WHAT YOU SHOULD DO:
Read the entries below and pull out each line with the string "Math".

::: ENTRIES SUPPLIED

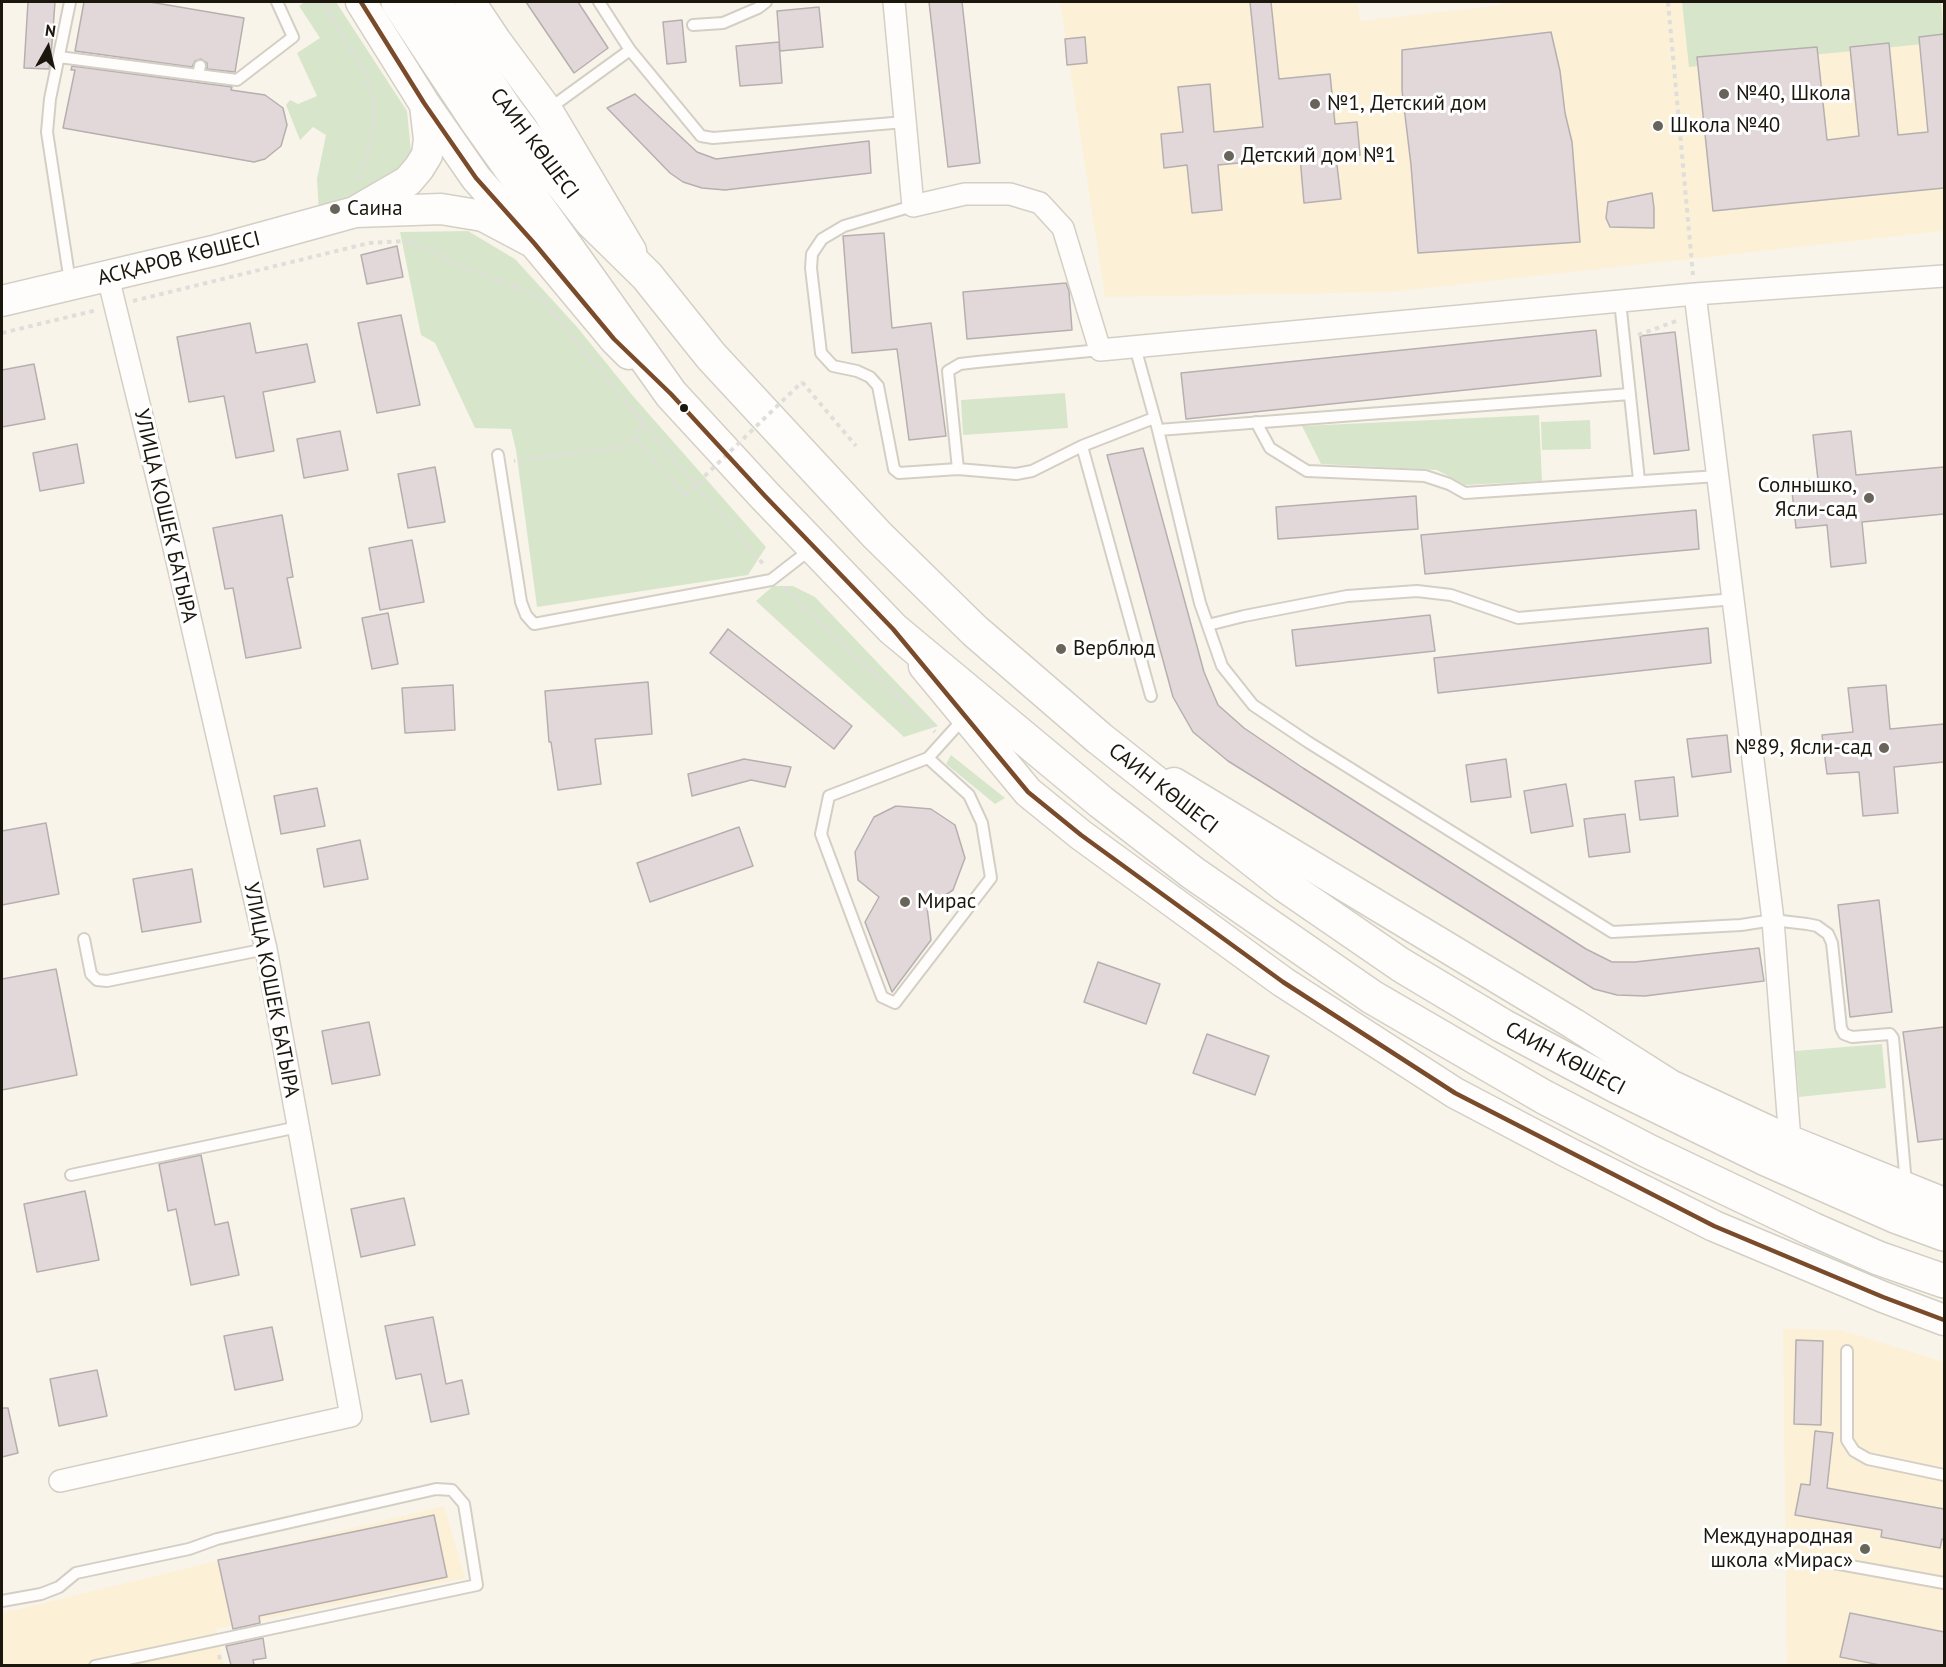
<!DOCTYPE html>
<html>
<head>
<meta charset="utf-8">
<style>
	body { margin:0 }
	#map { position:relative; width:1946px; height:1667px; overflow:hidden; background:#f9f4ea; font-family:"PT Sans",sans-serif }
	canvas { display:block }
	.frame { position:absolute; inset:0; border:3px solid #1c170d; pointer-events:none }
	.north { position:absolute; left:18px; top:18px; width:60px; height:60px; -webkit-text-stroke:4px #fff; paint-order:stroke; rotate:8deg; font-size:16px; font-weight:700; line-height:24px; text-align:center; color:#1c170d }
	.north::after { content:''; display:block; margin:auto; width:21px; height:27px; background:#1c170d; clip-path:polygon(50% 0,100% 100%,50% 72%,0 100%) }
</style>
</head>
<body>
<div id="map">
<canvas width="1946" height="1667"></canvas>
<div class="frame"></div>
<div class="north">N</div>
</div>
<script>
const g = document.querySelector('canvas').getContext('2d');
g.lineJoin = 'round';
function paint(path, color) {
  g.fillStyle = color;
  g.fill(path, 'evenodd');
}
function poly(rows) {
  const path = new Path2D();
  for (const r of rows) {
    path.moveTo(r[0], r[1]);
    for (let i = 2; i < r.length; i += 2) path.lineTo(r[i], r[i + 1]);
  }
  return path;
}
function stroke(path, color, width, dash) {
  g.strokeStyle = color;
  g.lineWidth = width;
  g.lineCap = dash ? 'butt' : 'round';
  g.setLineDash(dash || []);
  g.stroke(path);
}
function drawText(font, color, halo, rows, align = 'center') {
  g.font = font + ' "PT Sans",sans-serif';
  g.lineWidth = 6;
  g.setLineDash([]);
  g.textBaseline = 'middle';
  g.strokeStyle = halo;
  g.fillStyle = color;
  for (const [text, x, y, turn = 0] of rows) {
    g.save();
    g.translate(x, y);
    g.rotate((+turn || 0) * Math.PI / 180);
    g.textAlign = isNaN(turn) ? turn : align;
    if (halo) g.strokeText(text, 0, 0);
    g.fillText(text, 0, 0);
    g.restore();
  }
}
paint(poly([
	[1060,2,1358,2,1360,21,1501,5,1501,2,1944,2,1944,231,1390,292,1105,297],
	[1783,1329,1840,1330,1944,1362,1944,1665,1787,1665],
	[444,1506,465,1578,216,1629,224,1665,2,1665,2,1613]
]), '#fcf0d7');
paint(poly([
	[305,2,336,2,407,111,411,152,385,185,319,213,317,179,326,135,313,127,300,140,286,105,290,100,298,104,317,96,297,53,320,38,299,6],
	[1682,2,1941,2,1944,42,1689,67],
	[468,231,515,259,577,327,633,396,766,547,748,575,537,607,516,450,511,429,475,428,435,343,421,335,400,232],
	[1065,393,1068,428,963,435,961,400],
	[1539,415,1542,481,1465,485,1437,470,1321,464,1302,426],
	[1590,420,1591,449,1542,450,1541,422],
	[773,586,793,586,815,597,938,726,904,737,756,601],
	[951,755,1005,798,995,804,946,764],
	[1882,1044,1886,1088,1799,1097,1795,1051]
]), '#d7e6cb');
const building = poly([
	[28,2,55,2,51,56,49,69,24,68,28,2],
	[84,2,150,2,244,18,235,72,207,69,207,63,201,59,195,61,192,67,75,51,84,2],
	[526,2,578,2,608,48,574,73,526,2],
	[929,2,962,2,980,163,948,167,929,2],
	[1250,2,1271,2,1279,79,1330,74,1335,124,1357,122,1360,155,1336,157,1341,199,1304,203,1300,157,1218,165,1222,210,1192,213,1187,165,1164,168,1161,134,1183,132,1178,87,1210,84,1214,132,1263,127,1250,2],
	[819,7,823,47,780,51,777,11,819,7],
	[682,20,686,62,667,64,663,22,682,20],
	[1551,32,1560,71,1565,113,1572,142,1580,242,1418,253,1411,165,1402,90,1402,50,1551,32],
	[1944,34,1944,188,1713,211,1697,57,1817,47,1827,140,1859,136,1850,47,1889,43,1898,135,1928,132,1919,37,1944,34],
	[1085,37,1087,63,1067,65,1065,39,1085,37],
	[779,42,782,83,740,86,736,46,779,42],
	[72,66,232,87,231,90,265,95,283,108,287,125,281,146,265,159,254,162,63,128,75,70,71,70,72,66],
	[635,94,697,152,716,159,869,141,871,173,725,190,702,188,683,182,670,173,607,108,635,94],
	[1652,193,1654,208,1654,228,1610,227,1606,218,1608,202,1652,193],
	[884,233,892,328,931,323,946,436,909,440,897,349,852,353,843,236,884,233],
	[397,246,403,277,367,284,361,255,397,246],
	[1066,283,1069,291,1072,330,967,339,963,292,1066,283],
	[401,315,420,405,377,413,358,323,401,315],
	[250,323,256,353,307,344,315,382,263,392,274,451,236,458,224,396,189,402,177,337,250,323],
	[1596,330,1601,376,1186,419,1181,373,1596,330],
	[1675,332,1689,450,1654,454,1640,336,1675,332],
	[34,364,45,419,2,427,2,370,34,364],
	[340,431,348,470,304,478,297,439,340,431],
	[1851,431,1856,475,1944,467,1944,514,1862,522,1866,563,1831,567,1827,525,1796,528,1791,482,1818,480,1813,435,1851,431],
	[77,444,84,483,40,491,33,453,77,444],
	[1143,448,1204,672,1218,705,1244,728,1303,768,1586,949,1612,962,1635,962,1759,948,1764,981,1645,996,1617,995,1594,989,1228,761,1193,732,1173,697,1107,455,1143,448],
	[435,467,445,522,408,528,398,474,435,467],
	[1416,496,1418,529,1278,539,1276,507,1416,496],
	[1696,510,1699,549,1425,574,1421,535,1696,510],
	[282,515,293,577,287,578,301,648,246,658,233,588,225,589,213,528,282,515],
	[412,540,424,602,380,610,369,548,412,540],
	[388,613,398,664,372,669,362,618,388,613],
	[1430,615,1435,651,1296,666,1292,630,1430,615],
	[1708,628,1711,663,1438,693,1434,658,1708,628],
	[728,629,852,726,834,749,710,653,728,629],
	[648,682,652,734,595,739,601,784,558,790,551,742,549,742,545,691,648,682],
	[453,685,455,730,405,733,402,688,453,685],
	[1886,685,1890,729,1944,724,1944,762,1894,767,1898,813,1863,816,1859,772,1827,774,1822,735,1853,732,1848,688,1886,685],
	[1727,735,1731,772,1692,777,1687,739,1727,735],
	[744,759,791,767,785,787,751,780,692,796,688,774,744,759],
	[1506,759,1511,797,1471,802,1466,765,1506,759],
	[1674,777,1678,816,1640,820,1635,781,1674,777],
	[1566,784,1573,826,1531,833,1524,791,1566,784],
	[317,788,325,826,281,834,274,796,317,788],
	[896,806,931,809,955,825,965,858,953,890,927,907,931,940,892,992,865,922,879,897,858,880,855,852,874,817,896,806],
	[1625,814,1630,852,1589,857,1584,819,1625,814],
	[46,823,59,894,2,905,2,831,46,823],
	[739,827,753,866,650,902,637,863,739,827],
	[360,840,368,879,324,887,317,849,360,840],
	[192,869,201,922,142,932,133,879,192,869],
	[1879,900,1892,1012,1850,1017,1838,905,1879,900],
	[1098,962,1160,984,1146,1024,1084,1002,1098,962],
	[56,969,77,1075,2,1090,2,979,56,969],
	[369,1022,380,1075,332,1084,322,1031,369,1022],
	[1944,1027,1944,1139,1918,1142,1903,1032,1944,1027],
	[1207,1034,1269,1056,1255,1095,1193,1073,1207,1034],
	[201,1155,215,1225,228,1222,239,1275,191,1285,176,1209,168,1211,159,1164,201,1155],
	[85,1191,99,1260,37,1272,24,1204,85,1191],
	[404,1198,415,1245,361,1257,351,1209,404,1198],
	[433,1317,446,1384,462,1380,469,1414,431,1422,421,1374,396,1379,385,1326,433,1317],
	[272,1327,283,1380,235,1390,224,1336,272,1327],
	[1796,1340,1823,1341,1821,1425,1794,1424,1796,1340],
	[97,1370,107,1416,59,1426,50,1379,97,1370],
	[2,1408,8,1408,18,1453,2,1457,2,1408],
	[1815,1431,1833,1433,1827,1488,1944,1509,1944,1540,1942,1539,1940,1548,1881,1537,1882,1530,1795,1515,1801,1484,1810,1485,1815,1431],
	[434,1515,447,1577,259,1616,260,1623,233,1629,218,1560,434,1515],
	[1850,1613,1944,1632,1944,1665,1880,1665,1840,1657,1850,1613],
	[263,1638,266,1658,253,1660,254,1665,231,1665,226,1646,263,1638]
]);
paint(building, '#e2d8da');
stroke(building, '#b6afaf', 1.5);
const lane = poly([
	[70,2,50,99,47,132,70,282],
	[599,2,630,50,701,136,713,138,905,122],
	[693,25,723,23,758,8,766,2],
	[59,57,198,75],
	[200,66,198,75,237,80,293,37,277,2],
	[550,108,630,50],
	[913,206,844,226,822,239,812,254,811,268,821,353,833,366,857,371,870,377,878,386,894,469,899,473,958,469,1016,474,1032,471,1082,446,1154,418],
	[1620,301,1639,480],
	[1135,347,1158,430,1200,603,1222,666,1253,705,1308,742,1612,932,1741,925,1773,920,1807,924,1817,926,1828,934,1832,943,1841,1028,1844,1034,1852,1037,1890,1034,1893,1038,1906,1184],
	[1256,422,1270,448,1307,471,1425,476,1449,484,1465,493,1718,476],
	[1158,430,1630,394],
	[1082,446,1151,696],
	[498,455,521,602,526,615,534,624,771,580,811,549],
	[958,469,948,371,960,364,977,362,1100,350],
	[1208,625,1244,616,1347,596,1417,591,1451,595,1518,618,1734,599],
	[928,758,969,795,982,823,991,878,895,1003,882,997,821,834,829,796,928,758,965,717],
	[84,939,91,974,97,980,107,981,266,949],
	[71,1175,298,1127],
	[1847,1351,1847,1440,1854,1451,1868,1459,1944,1475],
	[1823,1561,1944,1583],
	[2,1601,41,1594,59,1587,76,1573,189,1549,217,1539,436,1489,452,1490,464,1504,477,1585,95,1666]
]);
const street = poly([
	[894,2,913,206,965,194,1010,194,1040,203,1063,228,1100,350,1695,294,1944,276],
	[1695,294,1773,920,1790,1141],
	[60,1481,351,1416,266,949,172,539,108,277]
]);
const secondary = poly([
	[361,2,424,103,476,178,534,243,614,339,629,354],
	[470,2,496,41,547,110,631,251],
	[358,210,408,181,419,168,427,155,429,139,425,105],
	[2,301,217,250,355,212,441,209,483,216,534,243],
	[924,666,1028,792,1081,835,1283,982,1455,1093,1569,1153,1714,1226,1883,1297,1944,1320],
	[1174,783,1574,1024,1670,1085,1790,1141,1944,1203]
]);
const primary = poly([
	[398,2,479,124,671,394,765,496,893,629,1101,802,1193,873,1372,997,1544,1097,1648,1151,1812,1229,1878,1258,1944,1281],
	[434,2,506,110,536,150,591,221,647,276,711,356,877,535,975,631,1099,738,1286,886,1401,965,1503,1026,1618,1087,1766,1159,1895,1216,1944,1234]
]);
stroke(lane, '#d4cfc5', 14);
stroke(street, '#d4cfc5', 24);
stroke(secondary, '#d4cfc5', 33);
stroke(primary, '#d4cfc5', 36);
stroke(poly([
	[323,2,364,71,374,99,375,115,372,139,358,180],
	[1668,2,1693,275],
	[133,301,369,243,405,241,425,247,455,264,539,296,643,423,635,439,621,447,514,461],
	[2,333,97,310],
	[1638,335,1679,320],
	[802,382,856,446],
	[643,423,765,566],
	[635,439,685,495],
	[784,588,935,732],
	[219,1655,221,1666]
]), '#e0dedb', 4, [4.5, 4.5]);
stroke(lane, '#fefdfc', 10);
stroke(street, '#fefdfc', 21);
stroke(secondary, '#fefdfc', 30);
stroke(primary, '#fefdfc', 33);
stroke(poly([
	[685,495,802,382]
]), '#e0dedb', 4, [4.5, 4.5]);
stroke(poly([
	[361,2,424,103,476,178,534,243,614,339,671,394,765,496,893,629,1028,792,1081,835,1283,982,1455,1093,1714,1226,1883,1297,1944,1320]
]), '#7a4b2a', 4.5);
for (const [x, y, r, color] of [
	[1724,94,6,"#69645a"],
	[1315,104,6,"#69645a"],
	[1658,126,6,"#69645a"],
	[1229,156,6,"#69645a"],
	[335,209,6,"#69645a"],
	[684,408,5,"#1c170d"],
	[1869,498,6,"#69645a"],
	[1061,649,6,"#69645a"],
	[1884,748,6,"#69645a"],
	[905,902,6,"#69645a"],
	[1865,1549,6,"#69645a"]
]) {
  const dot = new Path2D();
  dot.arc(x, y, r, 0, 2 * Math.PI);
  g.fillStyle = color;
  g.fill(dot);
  stroke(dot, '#fff', 2);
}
drawText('21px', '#1c170d', '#fff', [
	["№40, Школа",1736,94],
	["№1, Детский дом",1327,104],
	["Школа №40",1670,126],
	["Детский дом №1",1241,156],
	["Саина",347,209],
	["Солнышко,",1857,486,"right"],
	["Ясли-сад",1857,510,"right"],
	["Верблюд",1073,649],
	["№89, Ясли-сад",1872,748,"right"],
	["Мирас",917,902],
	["Международная",1853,1537,"right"],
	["школа «Мирас»",1853,1561,"right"]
], 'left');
drawText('21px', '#1c170d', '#fff', [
	["САИН КӨШЕСІ",534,144,53],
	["АСҚАРОВ КӨШЕСІ",179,259,-14],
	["УЛИЦА КОШЕК БАТЫРА",165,516,77],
	["САИН КӨШЕСІ",1163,789,38],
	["УЛИЦА КОШЕК БАТЫРА",271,990,79],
	["САИН КӨШЕСІ",1565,1059,28]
]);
</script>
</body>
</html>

::::::

REPLY TO THE EXERCISE:
    g.rotate((+turn || 0) * Math.PI / 180);
  dot.arc(x, y, r, 0, 2 * Math.PI);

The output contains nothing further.